§ **Try it**
For the string "scale", search the entries below and copy every line where it appears.

§ **Data supplied**
-*-*-
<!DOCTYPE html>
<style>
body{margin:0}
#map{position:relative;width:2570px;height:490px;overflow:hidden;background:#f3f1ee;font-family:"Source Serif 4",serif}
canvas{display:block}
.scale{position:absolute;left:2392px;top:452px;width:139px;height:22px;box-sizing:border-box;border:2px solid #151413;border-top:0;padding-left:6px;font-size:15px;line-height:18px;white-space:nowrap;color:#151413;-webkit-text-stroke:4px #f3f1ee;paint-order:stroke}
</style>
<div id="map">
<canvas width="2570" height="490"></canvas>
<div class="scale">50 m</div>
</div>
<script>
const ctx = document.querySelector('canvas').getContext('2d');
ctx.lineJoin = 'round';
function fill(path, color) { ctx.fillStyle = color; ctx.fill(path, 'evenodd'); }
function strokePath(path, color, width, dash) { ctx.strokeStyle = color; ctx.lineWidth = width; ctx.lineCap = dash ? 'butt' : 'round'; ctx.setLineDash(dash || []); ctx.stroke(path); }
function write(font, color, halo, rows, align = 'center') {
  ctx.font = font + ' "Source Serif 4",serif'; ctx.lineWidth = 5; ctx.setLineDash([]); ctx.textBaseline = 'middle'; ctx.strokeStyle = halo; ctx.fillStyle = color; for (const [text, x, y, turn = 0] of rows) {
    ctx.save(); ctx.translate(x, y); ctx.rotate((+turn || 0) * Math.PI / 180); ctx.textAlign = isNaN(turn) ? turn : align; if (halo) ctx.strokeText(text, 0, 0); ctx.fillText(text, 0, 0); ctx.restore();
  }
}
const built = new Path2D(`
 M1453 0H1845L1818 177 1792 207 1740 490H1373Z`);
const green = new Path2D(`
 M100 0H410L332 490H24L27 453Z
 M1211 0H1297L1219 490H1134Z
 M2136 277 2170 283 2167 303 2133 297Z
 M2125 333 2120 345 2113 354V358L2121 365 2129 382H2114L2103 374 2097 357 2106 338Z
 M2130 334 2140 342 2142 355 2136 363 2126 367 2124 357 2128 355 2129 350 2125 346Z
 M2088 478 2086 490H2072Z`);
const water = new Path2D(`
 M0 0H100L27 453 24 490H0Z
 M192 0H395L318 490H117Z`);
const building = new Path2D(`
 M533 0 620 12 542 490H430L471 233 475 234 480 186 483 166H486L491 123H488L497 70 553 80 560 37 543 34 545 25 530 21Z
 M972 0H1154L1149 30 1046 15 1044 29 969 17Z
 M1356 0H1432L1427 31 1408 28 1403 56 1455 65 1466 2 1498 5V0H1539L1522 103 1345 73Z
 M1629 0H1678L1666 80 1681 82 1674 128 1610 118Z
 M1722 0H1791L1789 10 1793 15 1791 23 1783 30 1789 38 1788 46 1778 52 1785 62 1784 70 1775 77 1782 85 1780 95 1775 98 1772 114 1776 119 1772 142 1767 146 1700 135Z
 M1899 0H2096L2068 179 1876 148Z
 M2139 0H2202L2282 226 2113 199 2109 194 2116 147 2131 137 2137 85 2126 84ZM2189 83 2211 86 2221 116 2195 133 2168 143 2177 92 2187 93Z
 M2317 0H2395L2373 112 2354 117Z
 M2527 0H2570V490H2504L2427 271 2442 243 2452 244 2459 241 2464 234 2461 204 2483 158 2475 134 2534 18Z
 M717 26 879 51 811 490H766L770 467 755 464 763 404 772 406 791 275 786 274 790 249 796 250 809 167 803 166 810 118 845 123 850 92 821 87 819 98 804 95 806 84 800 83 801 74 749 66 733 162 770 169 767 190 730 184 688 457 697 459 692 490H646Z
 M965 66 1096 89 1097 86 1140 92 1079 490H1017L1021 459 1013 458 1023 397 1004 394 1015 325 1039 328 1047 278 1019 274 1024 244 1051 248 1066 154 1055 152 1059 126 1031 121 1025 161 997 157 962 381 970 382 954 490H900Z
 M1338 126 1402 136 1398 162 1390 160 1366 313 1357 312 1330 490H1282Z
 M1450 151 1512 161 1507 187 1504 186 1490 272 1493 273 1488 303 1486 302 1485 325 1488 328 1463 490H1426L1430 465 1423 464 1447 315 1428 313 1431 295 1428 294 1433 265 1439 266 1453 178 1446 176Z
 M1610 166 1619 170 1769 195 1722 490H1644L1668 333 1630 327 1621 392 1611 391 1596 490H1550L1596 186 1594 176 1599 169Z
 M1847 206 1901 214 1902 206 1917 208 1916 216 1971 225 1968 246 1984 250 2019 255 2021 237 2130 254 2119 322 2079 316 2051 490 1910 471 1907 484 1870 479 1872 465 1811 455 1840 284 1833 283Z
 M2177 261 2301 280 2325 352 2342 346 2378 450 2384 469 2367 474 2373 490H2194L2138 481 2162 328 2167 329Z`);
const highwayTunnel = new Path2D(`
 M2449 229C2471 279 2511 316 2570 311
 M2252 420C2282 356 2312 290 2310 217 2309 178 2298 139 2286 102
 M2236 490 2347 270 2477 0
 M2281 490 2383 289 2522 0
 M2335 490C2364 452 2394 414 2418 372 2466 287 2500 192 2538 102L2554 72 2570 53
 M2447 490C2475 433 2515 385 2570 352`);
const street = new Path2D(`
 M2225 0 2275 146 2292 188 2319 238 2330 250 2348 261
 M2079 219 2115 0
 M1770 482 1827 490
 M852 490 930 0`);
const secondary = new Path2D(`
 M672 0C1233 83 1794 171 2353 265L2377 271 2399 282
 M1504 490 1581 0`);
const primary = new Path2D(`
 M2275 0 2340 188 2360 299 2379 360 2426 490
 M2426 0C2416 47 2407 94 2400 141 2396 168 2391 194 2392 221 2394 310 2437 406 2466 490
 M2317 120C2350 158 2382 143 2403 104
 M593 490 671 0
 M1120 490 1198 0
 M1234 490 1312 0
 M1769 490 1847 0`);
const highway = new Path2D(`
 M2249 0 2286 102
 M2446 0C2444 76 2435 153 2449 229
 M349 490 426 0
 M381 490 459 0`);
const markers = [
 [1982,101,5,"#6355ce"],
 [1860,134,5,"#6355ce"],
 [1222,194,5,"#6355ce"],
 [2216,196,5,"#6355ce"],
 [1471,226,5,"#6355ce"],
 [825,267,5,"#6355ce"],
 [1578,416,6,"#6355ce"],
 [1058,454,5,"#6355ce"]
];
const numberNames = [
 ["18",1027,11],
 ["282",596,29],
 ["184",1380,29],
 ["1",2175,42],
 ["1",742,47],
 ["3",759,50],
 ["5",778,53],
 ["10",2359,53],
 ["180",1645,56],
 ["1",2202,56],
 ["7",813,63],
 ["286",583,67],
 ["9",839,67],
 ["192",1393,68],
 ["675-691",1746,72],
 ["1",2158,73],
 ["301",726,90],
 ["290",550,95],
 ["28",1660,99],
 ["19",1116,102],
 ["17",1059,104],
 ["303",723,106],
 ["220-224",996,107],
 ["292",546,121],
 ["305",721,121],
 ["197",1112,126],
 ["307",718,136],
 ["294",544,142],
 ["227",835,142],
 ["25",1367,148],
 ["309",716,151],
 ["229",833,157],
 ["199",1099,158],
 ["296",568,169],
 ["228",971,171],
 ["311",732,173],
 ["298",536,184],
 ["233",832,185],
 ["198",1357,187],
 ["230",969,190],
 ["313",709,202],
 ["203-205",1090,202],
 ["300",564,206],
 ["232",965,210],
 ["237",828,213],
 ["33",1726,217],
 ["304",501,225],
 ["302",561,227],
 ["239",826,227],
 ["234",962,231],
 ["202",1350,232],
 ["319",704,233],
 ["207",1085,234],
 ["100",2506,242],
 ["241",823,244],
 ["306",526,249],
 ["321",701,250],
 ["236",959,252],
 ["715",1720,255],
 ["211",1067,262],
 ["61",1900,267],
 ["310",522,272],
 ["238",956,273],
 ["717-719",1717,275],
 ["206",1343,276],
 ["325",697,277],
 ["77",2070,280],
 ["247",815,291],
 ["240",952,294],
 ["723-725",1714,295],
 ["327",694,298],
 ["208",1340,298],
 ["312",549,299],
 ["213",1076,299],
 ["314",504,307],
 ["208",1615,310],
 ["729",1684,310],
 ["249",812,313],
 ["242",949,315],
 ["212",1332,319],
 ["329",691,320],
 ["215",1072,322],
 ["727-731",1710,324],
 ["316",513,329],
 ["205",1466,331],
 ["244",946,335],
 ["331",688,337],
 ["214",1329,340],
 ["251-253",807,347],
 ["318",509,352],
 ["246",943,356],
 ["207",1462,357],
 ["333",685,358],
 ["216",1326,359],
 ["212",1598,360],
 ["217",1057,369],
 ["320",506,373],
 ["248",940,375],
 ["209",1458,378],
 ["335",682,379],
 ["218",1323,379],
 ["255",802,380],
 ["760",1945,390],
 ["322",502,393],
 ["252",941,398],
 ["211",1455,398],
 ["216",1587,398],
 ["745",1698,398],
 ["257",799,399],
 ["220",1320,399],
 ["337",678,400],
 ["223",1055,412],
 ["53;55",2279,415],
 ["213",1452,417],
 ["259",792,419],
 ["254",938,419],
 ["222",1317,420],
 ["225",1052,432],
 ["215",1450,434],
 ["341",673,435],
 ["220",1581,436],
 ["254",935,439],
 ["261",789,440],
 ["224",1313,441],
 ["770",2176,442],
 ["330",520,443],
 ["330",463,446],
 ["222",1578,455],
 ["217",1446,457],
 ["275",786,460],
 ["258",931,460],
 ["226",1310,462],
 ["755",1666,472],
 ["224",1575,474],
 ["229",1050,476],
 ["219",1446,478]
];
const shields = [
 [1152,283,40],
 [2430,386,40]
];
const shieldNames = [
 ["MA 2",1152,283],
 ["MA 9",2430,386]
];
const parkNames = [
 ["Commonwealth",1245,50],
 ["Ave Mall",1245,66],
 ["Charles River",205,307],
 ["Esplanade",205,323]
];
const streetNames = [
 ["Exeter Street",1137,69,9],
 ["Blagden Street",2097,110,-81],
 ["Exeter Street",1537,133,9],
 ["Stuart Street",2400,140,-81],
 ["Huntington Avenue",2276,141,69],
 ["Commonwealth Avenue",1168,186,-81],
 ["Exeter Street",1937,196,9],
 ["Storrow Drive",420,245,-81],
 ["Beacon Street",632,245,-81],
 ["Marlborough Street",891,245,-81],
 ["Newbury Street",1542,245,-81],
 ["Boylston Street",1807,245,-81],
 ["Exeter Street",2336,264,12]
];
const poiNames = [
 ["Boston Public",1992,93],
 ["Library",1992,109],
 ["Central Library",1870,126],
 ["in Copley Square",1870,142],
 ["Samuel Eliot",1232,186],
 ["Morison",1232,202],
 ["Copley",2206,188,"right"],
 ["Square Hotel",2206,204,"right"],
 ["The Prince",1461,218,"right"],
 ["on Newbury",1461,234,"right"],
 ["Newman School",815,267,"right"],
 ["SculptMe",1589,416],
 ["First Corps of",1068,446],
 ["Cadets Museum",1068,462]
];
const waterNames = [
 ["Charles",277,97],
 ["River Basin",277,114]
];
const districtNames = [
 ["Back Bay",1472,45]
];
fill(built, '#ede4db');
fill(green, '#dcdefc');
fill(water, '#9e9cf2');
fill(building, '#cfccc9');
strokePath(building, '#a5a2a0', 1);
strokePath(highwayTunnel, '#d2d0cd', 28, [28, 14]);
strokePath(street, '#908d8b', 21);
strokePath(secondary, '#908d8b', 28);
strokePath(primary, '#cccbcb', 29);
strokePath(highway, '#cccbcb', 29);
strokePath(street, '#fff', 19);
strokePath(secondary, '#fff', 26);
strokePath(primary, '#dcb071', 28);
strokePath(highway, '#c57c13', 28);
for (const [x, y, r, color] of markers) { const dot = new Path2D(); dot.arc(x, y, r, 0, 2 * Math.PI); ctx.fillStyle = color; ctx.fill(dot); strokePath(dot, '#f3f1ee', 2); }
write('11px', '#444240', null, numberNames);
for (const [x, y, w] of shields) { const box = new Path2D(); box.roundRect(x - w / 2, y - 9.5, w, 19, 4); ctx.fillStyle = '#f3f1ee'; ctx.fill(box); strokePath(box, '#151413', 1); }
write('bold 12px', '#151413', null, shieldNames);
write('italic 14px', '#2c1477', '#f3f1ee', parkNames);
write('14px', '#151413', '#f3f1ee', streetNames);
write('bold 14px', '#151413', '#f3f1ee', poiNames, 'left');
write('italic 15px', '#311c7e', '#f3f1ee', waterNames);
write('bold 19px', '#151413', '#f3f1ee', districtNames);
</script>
-*-*-
§ **Answer box**
.scale{position:absolute;left:2392px;top:452px;width:139px;height:22px;box-sizing:border-box;border:2px solid #151413;border-top:0;padding-left:6px;font-size:15px;line-height:18px;white-space:nowrap;color:#151413;-webkit-text-stroke:4px #f3f1ee;paint-order:stroke}
<div class="scale">50 m</div>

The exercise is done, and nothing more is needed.